> _WORK TASK_
The output should be every line below that includes the word "Kantiaras".

(MATERIALS PROVIDED begins)

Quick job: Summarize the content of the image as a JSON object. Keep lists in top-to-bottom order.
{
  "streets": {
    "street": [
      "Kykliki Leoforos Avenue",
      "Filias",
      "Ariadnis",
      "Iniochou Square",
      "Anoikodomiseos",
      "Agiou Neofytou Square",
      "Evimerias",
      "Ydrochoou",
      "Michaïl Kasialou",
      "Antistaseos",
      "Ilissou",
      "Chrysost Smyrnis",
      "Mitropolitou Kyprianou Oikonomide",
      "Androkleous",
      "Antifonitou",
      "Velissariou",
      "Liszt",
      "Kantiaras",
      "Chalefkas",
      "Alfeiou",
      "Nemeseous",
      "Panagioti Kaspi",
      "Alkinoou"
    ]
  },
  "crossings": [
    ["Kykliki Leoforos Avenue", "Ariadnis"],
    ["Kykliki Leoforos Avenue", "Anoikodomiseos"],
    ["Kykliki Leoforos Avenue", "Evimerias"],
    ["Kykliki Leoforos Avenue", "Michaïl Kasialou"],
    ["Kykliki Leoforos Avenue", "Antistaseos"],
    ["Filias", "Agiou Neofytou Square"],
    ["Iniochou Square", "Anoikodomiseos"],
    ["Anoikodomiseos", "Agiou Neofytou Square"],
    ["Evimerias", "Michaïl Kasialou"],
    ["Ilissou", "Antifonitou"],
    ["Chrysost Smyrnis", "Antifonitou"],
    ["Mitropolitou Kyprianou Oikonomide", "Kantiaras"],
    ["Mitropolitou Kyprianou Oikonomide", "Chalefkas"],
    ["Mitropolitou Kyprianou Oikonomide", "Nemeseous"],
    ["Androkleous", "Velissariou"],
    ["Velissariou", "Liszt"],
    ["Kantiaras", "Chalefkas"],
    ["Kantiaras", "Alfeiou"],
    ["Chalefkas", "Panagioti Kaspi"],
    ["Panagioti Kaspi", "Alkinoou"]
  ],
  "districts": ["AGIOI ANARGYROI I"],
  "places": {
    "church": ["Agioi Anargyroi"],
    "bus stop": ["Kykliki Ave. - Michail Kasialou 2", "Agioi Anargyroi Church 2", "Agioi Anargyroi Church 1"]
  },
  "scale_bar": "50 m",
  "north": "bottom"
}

(MATERIALS PROVIDED ends)

> _WRITTEN SOLUTION_
      "Kantiaras",
    ["Mitropolitou Kyprianou Oikonomide", "Kantiaras"],
    ["Kantiaras", "Chalefkas"],
    ["Kantiaras", "Alfeiou"],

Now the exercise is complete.